▸ **RECORDS SUPPLIED**
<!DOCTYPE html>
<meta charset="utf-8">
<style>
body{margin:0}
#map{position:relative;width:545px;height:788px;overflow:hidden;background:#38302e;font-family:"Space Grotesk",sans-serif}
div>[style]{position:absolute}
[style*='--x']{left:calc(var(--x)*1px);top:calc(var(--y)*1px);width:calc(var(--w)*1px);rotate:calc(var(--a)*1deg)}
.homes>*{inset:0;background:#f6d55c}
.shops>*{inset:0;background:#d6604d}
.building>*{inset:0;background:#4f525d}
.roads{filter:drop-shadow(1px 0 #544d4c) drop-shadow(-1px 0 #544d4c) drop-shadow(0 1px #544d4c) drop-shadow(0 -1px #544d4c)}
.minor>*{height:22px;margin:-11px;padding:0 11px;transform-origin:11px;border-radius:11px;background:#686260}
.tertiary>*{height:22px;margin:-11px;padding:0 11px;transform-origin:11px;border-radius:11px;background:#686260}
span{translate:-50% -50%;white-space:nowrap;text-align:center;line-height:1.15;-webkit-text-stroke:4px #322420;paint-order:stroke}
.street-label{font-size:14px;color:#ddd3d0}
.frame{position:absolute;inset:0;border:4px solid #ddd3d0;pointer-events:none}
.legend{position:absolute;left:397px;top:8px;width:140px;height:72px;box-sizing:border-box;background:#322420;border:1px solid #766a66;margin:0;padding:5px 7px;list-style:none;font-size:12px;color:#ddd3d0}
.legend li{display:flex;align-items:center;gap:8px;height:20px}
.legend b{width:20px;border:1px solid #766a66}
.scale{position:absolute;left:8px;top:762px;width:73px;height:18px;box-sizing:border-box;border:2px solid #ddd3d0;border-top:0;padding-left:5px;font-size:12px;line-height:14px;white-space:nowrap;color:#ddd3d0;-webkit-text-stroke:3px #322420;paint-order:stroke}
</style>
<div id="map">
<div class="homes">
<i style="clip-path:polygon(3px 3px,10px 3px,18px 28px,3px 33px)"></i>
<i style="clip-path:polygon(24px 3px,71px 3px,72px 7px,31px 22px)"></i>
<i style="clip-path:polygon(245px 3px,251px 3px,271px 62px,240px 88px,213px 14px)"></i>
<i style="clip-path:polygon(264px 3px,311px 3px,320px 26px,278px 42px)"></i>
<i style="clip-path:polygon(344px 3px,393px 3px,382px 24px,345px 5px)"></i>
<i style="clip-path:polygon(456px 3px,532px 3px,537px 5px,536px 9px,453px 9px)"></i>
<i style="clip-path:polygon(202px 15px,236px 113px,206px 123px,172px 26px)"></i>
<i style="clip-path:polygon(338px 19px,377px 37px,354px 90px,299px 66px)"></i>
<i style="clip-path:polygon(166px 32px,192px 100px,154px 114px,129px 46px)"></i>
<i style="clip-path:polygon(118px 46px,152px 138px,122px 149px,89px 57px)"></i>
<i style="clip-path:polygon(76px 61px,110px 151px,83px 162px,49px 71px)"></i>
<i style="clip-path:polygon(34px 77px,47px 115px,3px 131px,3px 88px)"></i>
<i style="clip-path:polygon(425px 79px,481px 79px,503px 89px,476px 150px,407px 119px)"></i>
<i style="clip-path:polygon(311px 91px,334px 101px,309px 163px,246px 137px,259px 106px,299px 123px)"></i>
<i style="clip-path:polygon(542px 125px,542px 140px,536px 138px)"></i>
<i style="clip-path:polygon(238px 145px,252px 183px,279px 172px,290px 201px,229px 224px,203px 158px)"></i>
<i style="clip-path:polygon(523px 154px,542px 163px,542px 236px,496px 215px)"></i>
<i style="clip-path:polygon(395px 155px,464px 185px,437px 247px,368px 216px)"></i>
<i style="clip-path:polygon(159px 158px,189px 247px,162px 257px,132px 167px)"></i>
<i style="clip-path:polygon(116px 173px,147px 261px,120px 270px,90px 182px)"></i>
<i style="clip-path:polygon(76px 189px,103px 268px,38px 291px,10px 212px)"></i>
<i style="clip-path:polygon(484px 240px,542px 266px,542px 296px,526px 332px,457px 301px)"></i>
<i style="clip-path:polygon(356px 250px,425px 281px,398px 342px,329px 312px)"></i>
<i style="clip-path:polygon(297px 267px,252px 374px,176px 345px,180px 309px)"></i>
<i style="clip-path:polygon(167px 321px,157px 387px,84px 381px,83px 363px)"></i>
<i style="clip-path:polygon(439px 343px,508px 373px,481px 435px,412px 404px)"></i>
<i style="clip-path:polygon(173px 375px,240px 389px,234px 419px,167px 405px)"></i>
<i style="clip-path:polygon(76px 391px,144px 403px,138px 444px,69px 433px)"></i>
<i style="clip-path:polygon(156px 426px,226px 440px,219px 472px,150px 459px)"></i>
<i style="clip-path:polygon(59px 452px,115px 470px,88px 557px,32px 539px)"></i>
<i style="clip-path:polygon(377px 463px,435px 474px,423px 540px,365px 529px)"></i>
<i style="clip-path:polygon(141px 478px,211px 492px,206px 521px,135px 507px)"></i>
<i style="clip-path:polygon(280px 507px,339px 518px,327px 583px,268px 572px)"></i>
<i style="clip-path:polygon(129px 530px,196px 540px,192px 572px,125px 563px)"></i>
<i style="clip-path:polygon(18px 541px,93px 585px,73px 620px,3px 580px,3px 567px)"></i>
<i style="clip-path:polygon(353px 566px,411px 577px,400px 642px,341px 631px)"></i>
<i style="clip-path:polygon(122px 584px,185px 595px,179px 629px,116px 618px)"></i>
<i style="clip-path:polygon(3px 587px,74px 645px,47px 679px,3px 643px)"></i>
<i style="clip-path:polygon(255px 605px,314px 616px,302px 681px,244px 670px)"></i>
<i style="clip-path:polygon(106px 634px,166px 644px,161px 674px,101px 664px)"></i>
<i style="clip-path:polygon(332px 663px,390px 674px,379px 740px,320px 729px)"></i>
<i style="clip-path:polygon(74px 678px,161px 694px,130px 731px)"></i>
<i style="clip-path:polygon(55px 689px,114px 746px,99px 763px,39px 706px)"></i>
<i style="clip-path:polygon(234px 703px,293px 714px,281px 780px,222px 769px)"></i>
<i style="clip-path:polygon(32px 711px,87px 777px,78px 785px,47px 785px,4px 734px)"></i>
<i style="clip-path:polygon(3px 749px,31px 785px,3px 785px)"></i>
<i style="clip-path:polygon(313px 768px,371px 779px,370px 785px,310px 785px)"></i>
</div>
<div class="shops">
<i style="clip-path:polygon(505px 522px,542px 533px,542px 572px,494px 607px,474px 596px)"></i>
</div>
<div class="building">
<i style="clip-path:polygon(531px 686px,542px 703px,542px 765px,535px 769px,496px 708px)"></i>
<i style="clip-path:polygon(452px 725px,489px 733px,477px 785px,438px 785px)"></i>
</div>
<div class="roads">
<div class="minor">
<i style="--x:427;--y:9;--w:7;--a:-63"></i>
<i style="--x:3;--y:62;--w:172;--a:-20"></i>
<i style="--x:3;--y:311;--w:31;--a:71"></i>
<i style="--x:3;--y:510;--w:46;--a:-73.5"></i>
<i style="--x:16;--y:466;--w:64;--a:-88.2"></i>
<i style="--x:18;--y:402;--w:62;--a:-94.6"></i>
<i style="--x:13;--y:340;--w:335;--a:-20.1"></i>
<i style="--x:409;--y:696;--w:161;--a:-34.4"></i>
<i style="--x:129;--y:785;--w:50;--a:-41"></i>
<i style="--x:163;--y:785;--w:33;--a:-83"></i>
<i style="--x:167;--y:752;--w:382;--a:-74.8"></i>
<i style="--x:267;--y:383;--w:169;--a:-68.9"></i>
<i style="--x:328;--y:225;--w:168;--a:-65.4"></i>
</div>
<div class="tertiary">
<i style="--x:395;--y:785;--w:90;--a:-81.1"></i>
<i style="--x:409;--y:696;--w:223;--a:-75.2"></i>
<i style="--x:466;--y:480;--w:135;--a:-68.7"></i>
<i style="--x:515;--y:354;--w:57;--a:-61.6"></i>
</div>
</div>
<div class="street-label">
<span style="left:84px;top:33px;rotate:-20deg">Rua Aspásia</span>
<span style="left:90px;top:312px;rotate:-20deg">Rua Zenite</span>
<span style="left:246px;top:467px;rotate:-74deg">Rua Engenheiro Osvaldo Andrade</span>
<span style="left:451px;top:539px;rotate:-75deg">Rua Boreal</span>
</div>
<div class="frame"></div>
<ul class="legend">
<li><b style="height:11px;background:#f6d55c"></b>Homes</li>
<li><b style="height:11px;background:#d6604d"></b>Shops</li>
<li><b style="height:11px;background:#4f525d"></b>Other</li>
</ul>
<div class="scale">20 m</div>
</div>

▸ **WORK ITEM**
Transcribe exactly, and only, the lines from the opening line of the records through the line containing "0 #544d4c) drop-shadow(-1px".

▸ **ANSWER SECTION**
<!DOCTYPE html>
<meta charset="utf-8">
<style>
body{margin:0}
#map{position:relative;width:545px;height:788px;overflow:hidden;background:#38302e;font-family:"Space Grotesk",sans-serif}
div>[style]{position:absolute}
[style*='--x']{left:calc(var(--x)*1px);top:calc(var(--y)*1px);width:calc(var(--w)*1px);rotate:calc(var(--a)*1deg)}
.homes>*{inset:0;background:#f6d55c}
.shops>*{inset:0;background:#d6604d}
.building>*{inset:0;background:#4f525d}
.roads{filter:drop-shadow(1px 0 #544d4c) drop-shadow(-1px 0 #544d4c) drop-shadow(0 1px #544d4c) drop-shadow(0 -1px #544d4c)}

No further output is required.